(Beginning of The data)

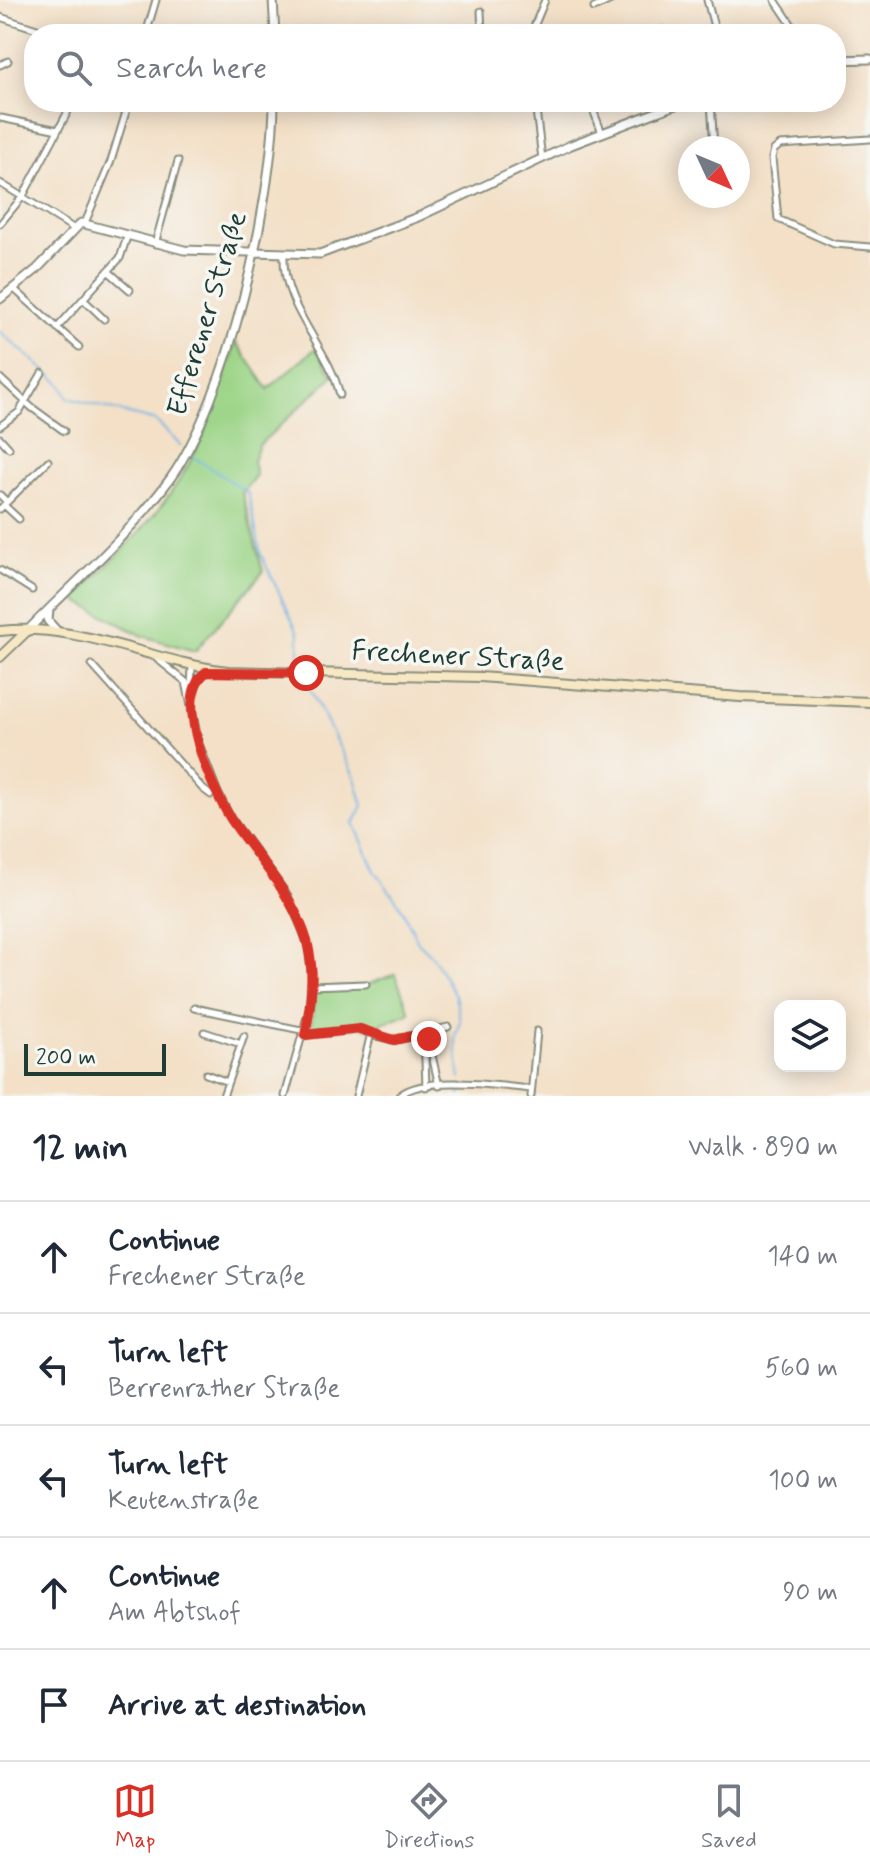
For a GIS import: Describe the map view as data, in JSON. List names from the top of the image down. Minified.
{"streets":{"main road":["Efferener Straße","Frechener Straße"]},"crossings":[["Efferener Straße","Frechener Straße"]],"scale_bar":"200 m","north":"bottom right","page":{"search":"Search here","scale":"200 m","heading":["12 min","Walk · 890 m"],"list":[["Continue","Frechener Straße","140 m"],["Turn left","Berrenrather Straße","560 m"],["Turn left","Keutenstraße","100 m"],["Continue","Am Abtshof","90 m"],"Arrive at destination"],"nav":["Map","Directions","Saved"]}}
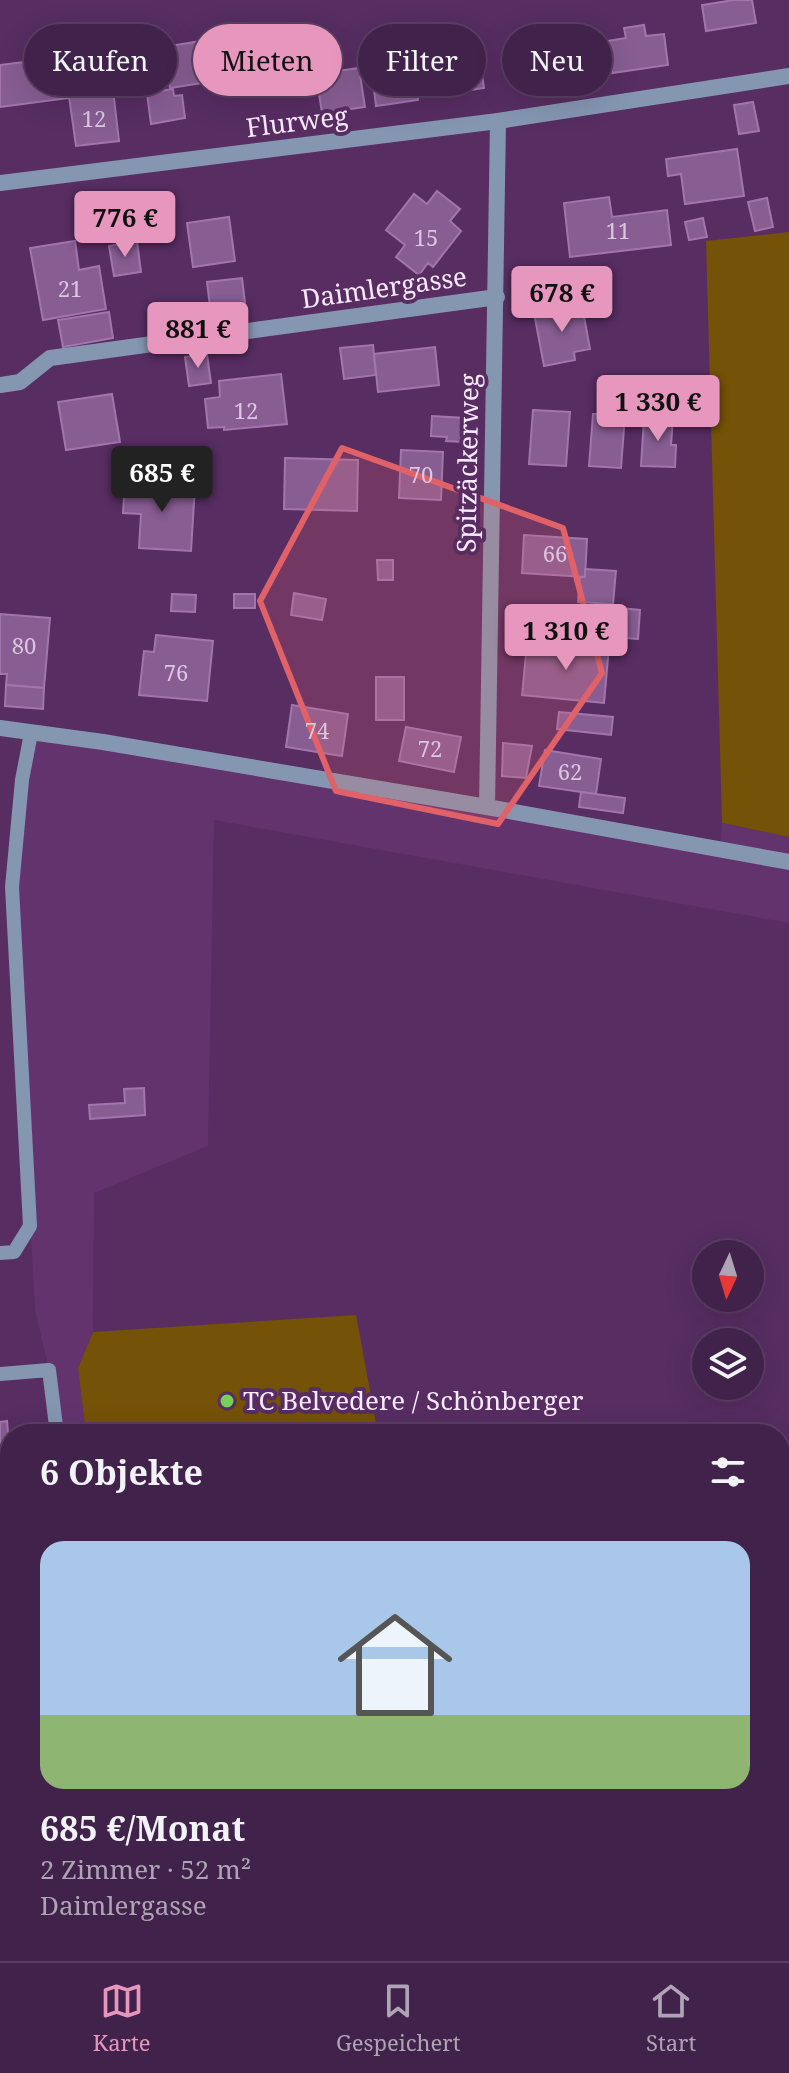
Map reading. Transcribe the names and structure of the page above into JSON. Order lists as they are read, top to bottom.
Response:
{
  "streets": {
    "street": ["Flurweg", "Daimlergasse", "Spitzäckerweg"]
  },
  "crossings": [
    ["Flurweg", "Spitzäckerweg"],
    ["Daimlergasse", "Spitzäckerweg"]
  ],
  "places": ["TC Belvedere / Schönberger"],
  "house_numbers": [
    "12",
    "11",
    "15",
    "21",
    "12",
    "70",
    "66",
    "80",
    "76",
    "74",
    "72",
    "62"
  ],
  "north": "bottom",
  "page": {
    "chip": [
      "Kaufen",
      "Mieten",
      "Filter",
      "Neu"
    ],
    "price": [
      "776 €",
      "678 €",
      "881 €",
      "1 330 €",
      "685 €",
      "1 310 €"
    ],
    "heading": "6 Objekte",
    "list": [
      {
        "name": "685 €/Monat",
        "note": "2 Zimmer · 52 m² · Daimlergasse"
      }
    ],
    "tabs": ["Karte", "Gespeichert", "Start"]
  }
}
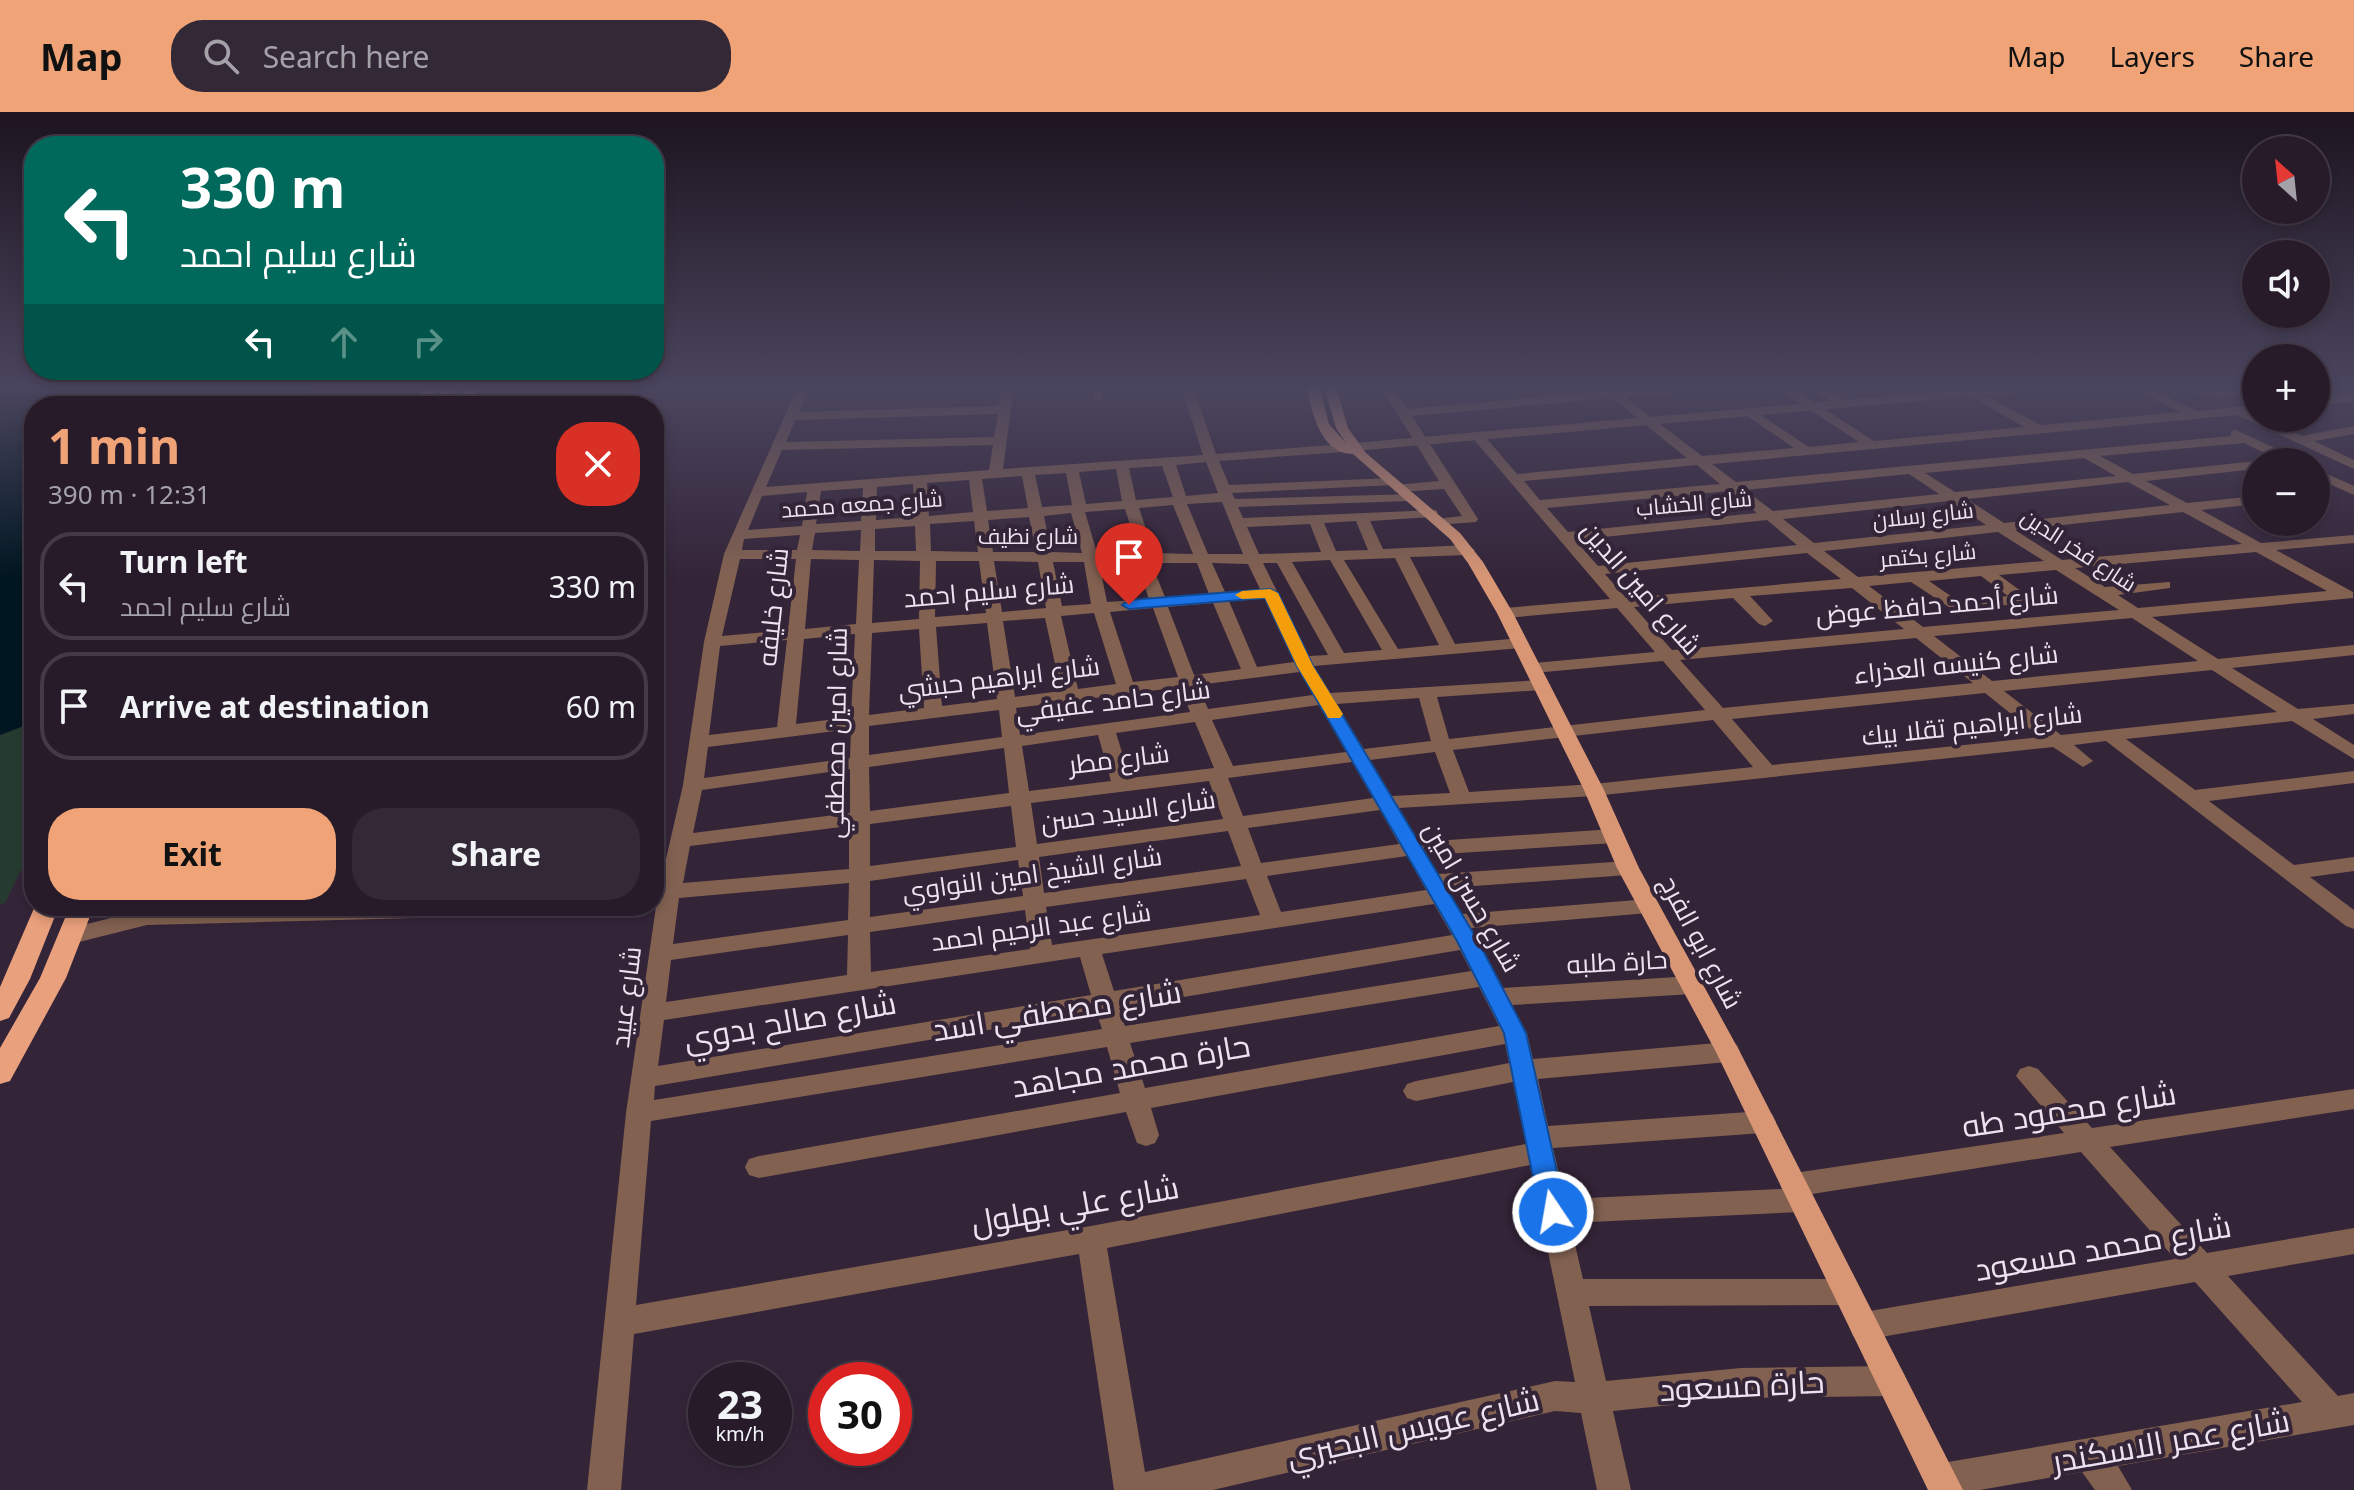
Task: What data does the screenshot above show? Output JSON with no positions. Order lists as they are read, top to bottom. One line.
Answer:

(End of The data)

The problem » Wherever the word "above" turns up in the material, copy the whole line.

Result for this exercise »
Map reading. Transcribe the names and structure of the page above into JSON. Order lists as they are read, top to bottom.
Task: What data does the screenshot above show? Output JSON with no positions. Order lists as they are read, top to bottom. One line.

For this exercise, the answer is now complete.